Because vacancies are still rising in some CBD retail markets, landlords have had to become more willing to negotiate to lease space, including offering concessions and lowering their asking rents, said James Cook, senior director of Americas retail research at JLL.

“A lot of times, if you have an office building or multifamily building with ground-floor retail, those retail rents aren’t where they’re making most of their money,” Cook said. “It’s often an amenity. If they have a vacant spot, they’re certainly motivated to lease it out to a retailer or a restaurant.”

Some retailers may be taking advantage of the current weakness in the commercial real estate market — and betting on the future — by purchasing their real estate in key corridors. Italian luxury fashion brand Prada, for example, bought the 724 Fifth Ave. building it’s long occupied in New York last year for $425 million.

But it continues to be the case that retail follows the people, not the other way around. So if downtowns struggle to bring in more foot traffic, that will make it tough for retailers to want to be there, even with incentives like reduced rent.

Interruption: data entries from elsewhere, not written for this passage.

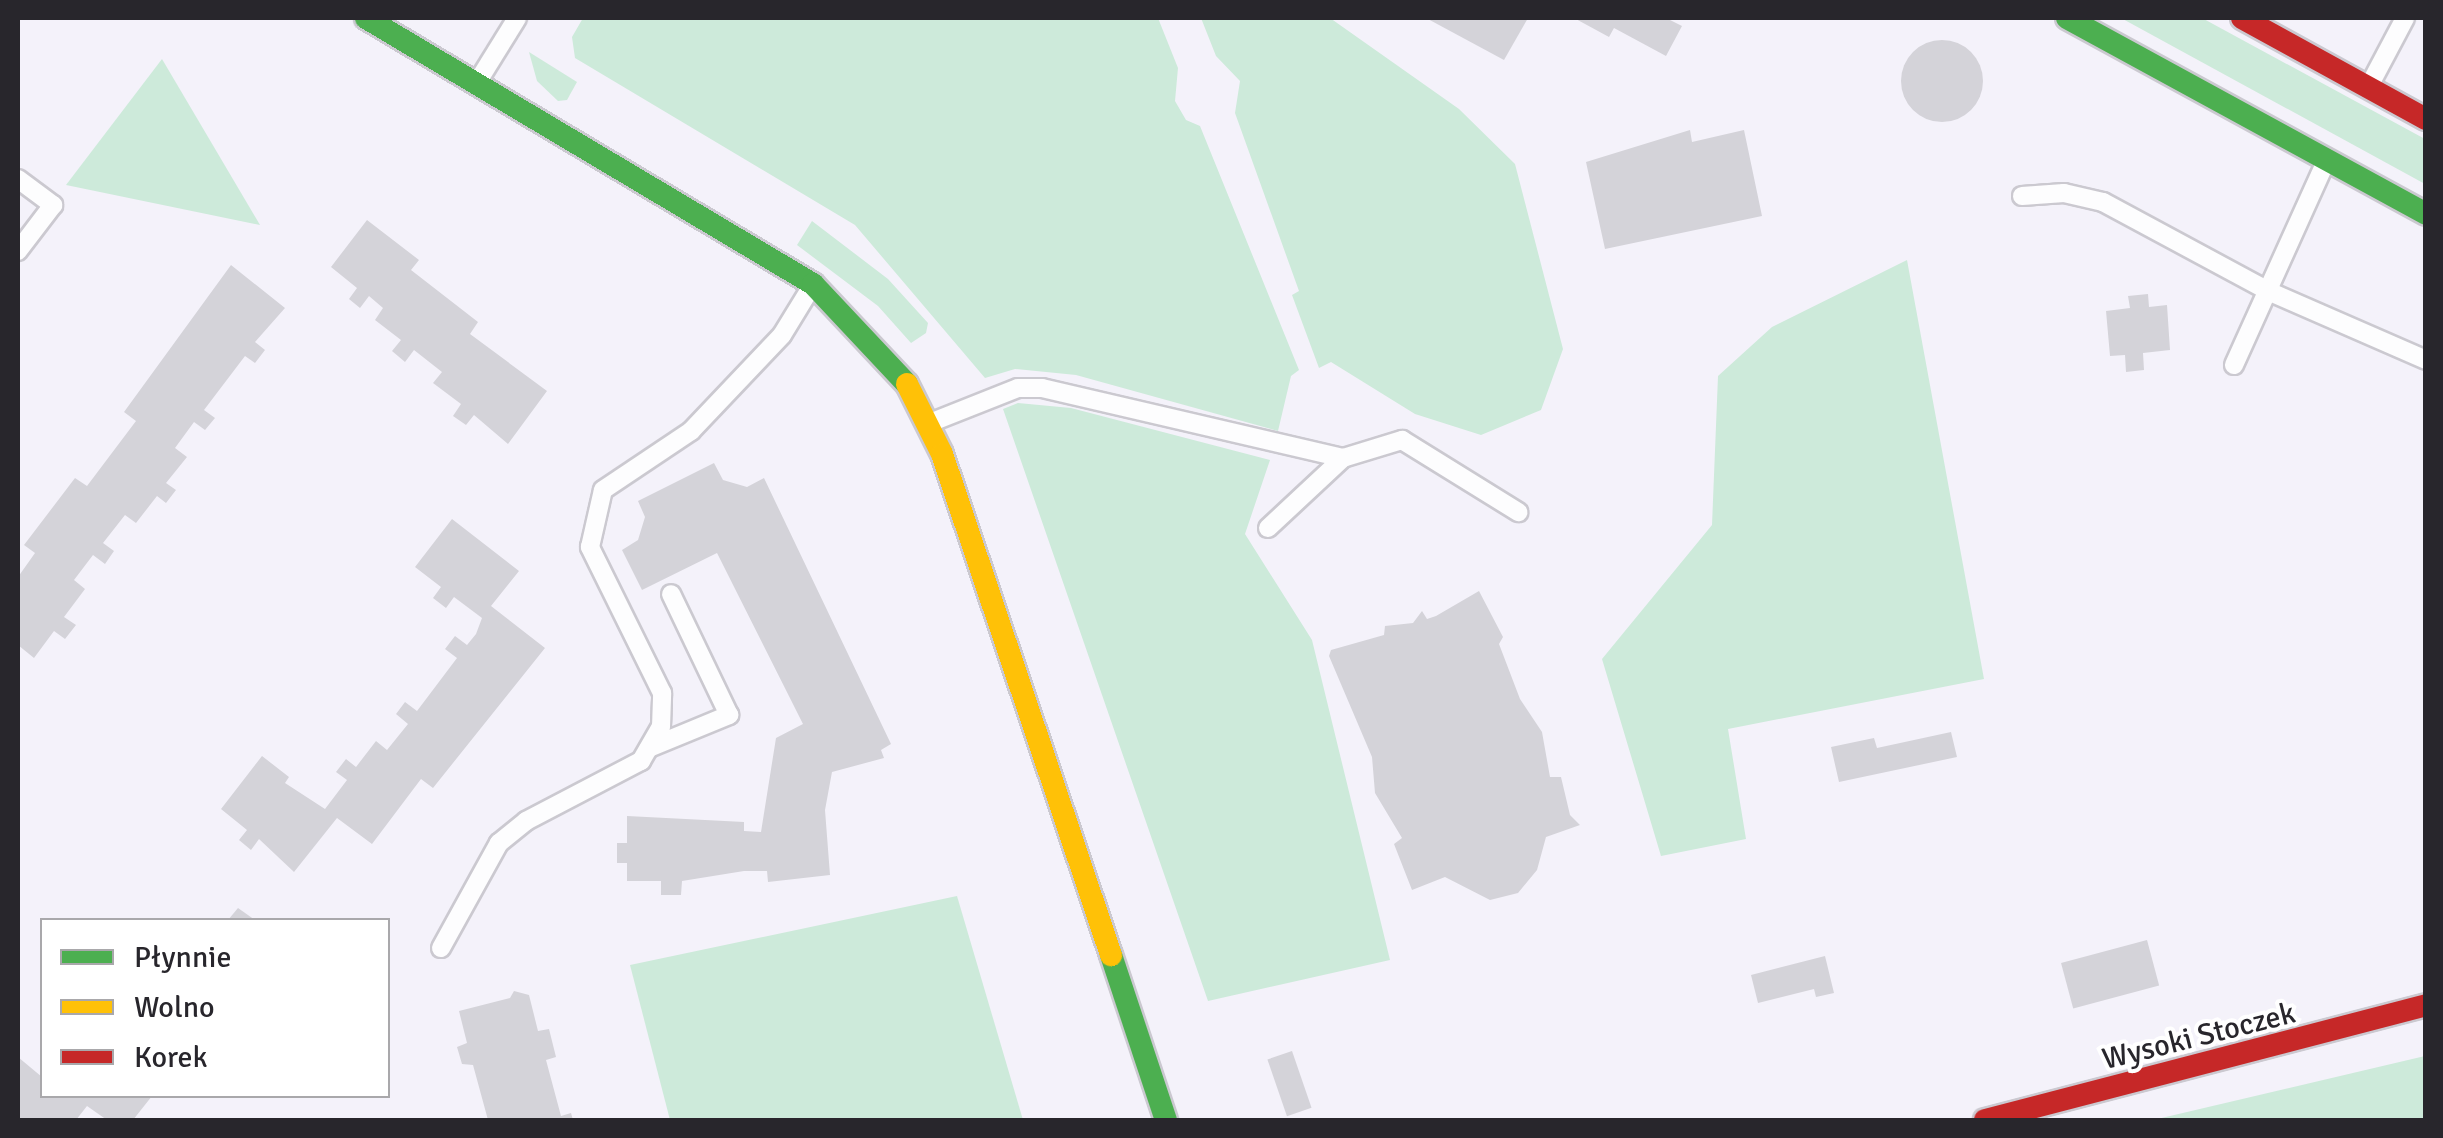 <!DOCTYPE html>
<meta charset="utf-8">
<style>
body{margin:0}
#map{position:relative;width:2443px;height:1138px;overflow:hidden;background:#f4f2fa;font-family:Signika,sans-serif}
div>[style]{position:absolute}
.green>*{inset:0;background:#cdeada}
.building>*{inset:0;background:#d4d3d9;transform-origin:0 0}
.round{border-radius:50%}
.roads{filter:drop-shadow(2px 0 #cbc9d0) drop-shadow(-2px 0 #cbc9d0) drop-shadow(0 2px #cbc9d0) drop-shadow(0 -2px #cbc9d0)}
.lane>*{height:18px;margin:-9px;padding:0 9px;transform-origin:9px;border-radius:9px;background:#fdfdfe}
.fast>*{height:22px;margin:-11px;padding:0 11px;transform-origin:11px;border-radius:11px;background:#4caf50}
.slow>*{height:22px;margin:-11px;padding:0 11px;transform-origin:11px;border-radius:11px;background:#ffc107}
.jam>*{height:22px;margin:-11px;padding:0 11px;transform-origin:11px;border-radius:11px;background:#c62828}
span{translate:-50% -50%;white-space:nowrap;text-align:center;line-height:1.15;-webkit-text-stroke:8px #fff;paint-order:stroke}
.street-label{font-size:30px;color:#28262c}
.frame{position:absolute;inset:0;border:20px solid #28262c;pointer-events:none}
.legend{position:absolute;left:40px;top:918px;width:350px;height:180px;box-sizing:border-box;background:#fff;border:2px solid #a9a8ab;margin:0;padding:12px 18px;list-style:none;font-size:30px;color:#28262c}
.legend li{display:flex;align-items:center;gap:20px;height:50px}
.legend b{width:50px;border:2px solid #a9a8ab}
</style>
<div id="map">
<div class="green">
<div style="clip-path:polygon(583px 18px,1158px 18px,1178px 68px,1175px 101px,1186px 120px,1200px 126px,1299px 370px,1291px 376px,1278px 431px,1076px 375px,1015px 369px,985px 378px,855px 225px,575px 58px,572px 37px)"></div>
<div style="clip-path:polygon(1201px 18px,1330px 18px,1459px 109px,1515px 164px,1563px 349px,1541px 410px,1481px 435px,1415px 414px,1331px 362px,1319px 368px,1292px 295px,1299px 291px,1235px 113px,1240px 81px,1216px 56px)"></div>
<div style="clip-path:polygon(2121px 18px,2202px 18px,2425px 139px,2425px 184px)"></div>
<div style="clip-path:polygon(529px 52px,577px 82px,567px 100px,558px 101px,537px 81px)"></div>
<div style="clip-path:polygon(162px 59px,260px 225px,66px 185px)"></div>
<div style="clip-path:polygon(812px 221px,888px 279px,928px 323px,926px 333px,911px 343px,878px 306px,797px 245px)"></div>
<div style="clip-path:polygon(1907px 260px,1984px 679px,1728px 729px,1746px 839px,1661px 856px,1602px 659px,1712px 525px,1718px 376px,1772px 327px)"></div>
<div style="clip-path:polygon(1018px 403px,1071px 408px,1270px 460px,1245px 534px,1312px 640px,1390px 960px,1208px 1001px,1003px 409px)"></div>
<div style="clip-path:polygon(957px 896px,1023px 1120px,670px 1120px,630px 965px)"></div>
<div style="clip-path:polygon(2425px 1056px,2425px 1120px,2153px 1120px)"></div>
</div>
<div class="building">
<div style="clip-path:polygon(1426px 18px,1528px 18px,1504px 60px)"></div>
<div style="clip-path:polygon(1574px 18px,1666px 18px,1682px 26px,1666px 56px,1614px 28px,1609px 37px)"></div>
<div class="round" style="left:1901px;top:40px;width:82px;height:82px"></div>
<div style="clip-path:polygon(1690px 130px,1692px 142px,1744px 130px,1762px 216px,1605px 249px,1586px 162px)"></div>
<div style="clip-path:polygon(367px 220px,419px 260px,411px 270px,478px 322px,470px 334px,547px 391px,508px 444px,474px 415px,466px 425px,453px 416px,461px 404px,433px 383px,442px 372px,414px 350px,405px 362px,392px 351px,401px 340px,375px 320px,383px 308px,369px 296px,360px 308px,349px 299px,357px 288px,331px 267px)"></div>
<div style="clip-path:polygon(231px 265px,285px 308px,255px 342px,265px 350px,255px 363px,245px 356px,204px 410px,215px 418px,205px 430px,194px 422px,175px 448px,187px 457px,166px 483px,176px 490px,166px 503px,157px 496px,136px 523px,125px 515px,103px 543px,114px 551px,105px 564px,93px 555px,74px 580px,85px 589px,64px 617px,76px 625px,65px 639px,54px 631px,34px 658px,18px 645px,18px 577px,35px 553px,24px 545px,75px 478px,87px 486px,136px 421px,124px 412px)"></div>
<div style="clip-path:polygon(2148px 294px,2149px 307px,2167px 305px,2170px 350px,2143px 353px,2144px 370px,2126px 372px,2125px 355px,2110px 356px,2106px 311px,2130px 308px,2128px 296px)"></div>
<div style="clip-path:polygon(714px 463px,723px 480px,747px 487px,764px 478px,891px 744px,881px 750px,884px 758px,832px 772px,825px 810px,830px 875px,768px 882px,767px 871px,744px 871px,682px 881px,681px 895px,661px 895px,661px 881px,627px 881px,627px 863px,617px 863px,617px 843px,627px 843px,627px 816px,744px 822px,744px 831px,761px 832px,776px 738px,803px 724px,717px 553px,642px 590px,622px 550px,638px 540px,645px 517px,638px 501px)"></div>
<div style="clip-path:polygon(452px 519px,519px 571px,491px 606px,545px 648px,433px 788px,421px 779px,372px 844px,337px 818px,294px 872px,259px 839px,251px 850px,239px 840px,247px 830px,221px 809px,262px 756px,289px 777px,285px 783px,325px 809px,347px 780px,336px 772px,346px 759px,356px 767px,376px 741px,387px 750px,408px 724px,396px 714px,405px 702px,417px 711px,457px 658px,445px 649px,455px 636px,467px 645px,476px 634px,482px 618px,454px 597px,446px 608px,433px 598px,441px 587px,415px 567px)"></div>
<div style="clip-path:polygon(1479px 591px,1503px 637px,1499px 644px,1520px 699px,1542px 732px,1550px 777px,1561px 777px,1570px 815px,1580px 825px,1546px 837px,1537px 870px,1518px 893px,1490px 900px,1445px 877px,1412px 890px,1394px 844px,1402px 838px,1375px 793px,1372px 757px,1329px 656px,1331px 650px,1384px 635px,1385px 626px,1413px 623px,1422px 611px,1427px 619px,1436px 616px)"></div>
<div style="clip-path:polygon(1951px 732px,1957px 757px,1839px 782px,1831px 747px,1874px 738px,1877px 748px)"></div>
<div style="clip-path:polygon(238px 908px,255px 920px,228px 920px)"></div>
<div style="left:2147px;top:940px;width:47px;height:89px;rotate:75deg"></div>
<div style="clip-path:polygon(1825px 956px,1834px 993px,1816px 997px,1814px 989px,1758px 1003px,1751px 975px)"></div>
<div style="clip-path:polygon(514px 991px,529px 995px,538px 1031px,549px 1029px,556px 1057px,546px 1060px,561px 1116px,571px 1113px,573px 1120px,488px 1120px,473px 1065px,462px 1064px,457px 1047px,467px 1043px,459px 1011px,510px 998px)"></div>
<div style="left:1292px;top:1051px;width:60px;height:26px;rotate:71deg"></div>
<div style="clip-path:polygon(18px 1057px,42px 1077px,42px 1096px,152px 1096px,133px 1120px,107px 1120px,87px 1106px,76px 1120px,18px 1120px)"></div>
</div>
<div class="roads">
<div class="lane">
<div style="left:478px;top:81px;width:74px;rotate:-58.2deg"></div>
<div style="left:2368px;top:88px;width:79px;rotate:-62.1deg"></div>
<div style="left:18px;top:179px;width:44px;rotate:36.6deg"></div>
<div style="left:53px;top:205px;width:58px;rotate:127.3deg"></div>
<div style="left:2022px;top:196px;width:42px;rotate:-4.1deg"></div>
<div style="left:2064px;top:193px;width:40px;rotate:13deg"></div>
<div style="left:2103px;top:202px;width:187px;rotate:28.3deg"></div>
<div style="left:2268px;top:291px;width:172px;rotate:23.6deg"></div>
<div style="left:2234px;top:365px;width:224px;rotate:-65.7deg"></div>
<div style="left:927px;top:424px;width:98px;rotate:-21.6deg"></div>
<div style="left:1018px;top:388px;width:24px"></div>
<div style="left:1042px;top:388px;width:309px;rotate:13.1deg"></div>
<div style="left:1343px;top:458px;width:62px;rotate:-17deg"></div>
<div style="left:1402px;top:440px;width:137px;rotate:31.8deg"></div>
<div style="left:1268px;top:528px;width:103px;rotate:-43deg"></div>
<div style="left:649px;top:748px;width:87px;rotate:-22.4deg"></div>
<div style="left:729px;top:715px;width:134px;rotate:-115.6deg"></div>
<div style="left:441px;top:948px;width:120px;rotate:-61.1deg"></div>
<div style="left:499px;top:843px;width:35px;rotate:-39deg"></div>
<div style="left:526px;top:821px;width:130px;rotate:-27.6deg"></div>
<div style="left:641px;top:761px;width:39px;rotate:-60deg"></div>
<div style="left:661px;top:727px;width:34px;rotate:-88deg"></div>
<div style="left:662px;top:693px;width:163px;rotate:-116.3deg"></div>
<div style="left:590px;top:547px;width:58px;rotate:-77.2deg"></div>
<div style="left:603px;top:490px;width:106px;rotate:-33.8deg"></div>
<div style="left:691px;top:431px;width:132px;rotate:-46.5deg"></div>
<div style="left:782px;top:335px;width:57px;rotate:-58.5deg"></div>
</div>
<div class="fast">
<div style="left:366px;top:18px;width:520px;rotate:30.76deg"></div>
<div style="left:813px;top:284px;width:137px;rotate:46.8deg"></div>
<div style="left:2067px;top:18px;width:409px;rotate:28.6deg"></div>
<div style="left:1111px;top:955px;width:174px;rotate:71.6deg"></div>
</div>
<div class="slow">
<div style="left:907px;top:384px;width:78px;rotate:63.4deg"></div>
<div style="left:942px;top:454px;width:529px;rotate:71.36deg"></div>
</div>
<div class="jam">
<div style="left:2242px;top:18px;width:210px;rotate:28.8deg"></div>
<div style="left:1985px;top:1120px;width:456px;rotate:-14.6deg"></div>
</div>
</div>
<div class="street-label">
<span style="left:2199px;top:1037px;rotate:-14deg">Wysoki Stoczek</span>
</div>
<div class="frame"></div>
<ul class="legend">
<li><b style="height:12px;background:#4caf50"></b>Płynnie</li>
<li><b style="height:12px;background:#ffc107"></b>Wolno</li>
<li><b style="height:12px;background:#c62828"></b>Korek</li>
</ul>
</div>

More housing is floated as a key strategy for many downtowns, with office-to-residential conversions a major focus for groups hoping to bring people and revenue back to city centers. A greater amount of housing would mean more seven-day-a-week population in downtowns, Jabir said — compelling for retailers, restaurants and service businesses.

Downtowns also continue to have one crucial advantage over their suburban counterparts: a plethora of destinations and attractions like stadiums, theaters and nighttime activities that lure people outside of the 9-to-5 workday.

The University of Toronto’s School of Cities, which has tracked cellphone activity across 62 downtown metropolitan areas in the U.S. and Canada since January 2020, recently found economic diversity is a key indication for which downtowns are thriving post-pandemic.

The study found that in every North American downtown analyzed, cellphone activity after hours is outpacing activity during work hours.

“I think, ultimately, the city is going to have to reset what it means to be in the CBD, and retail will service whatever that is,” Cook said. “There is not the same concentration of restaurants, entertainment, concerts, plays, all of that stuff in the suburbs. As a cultural destination, the CBD wins.”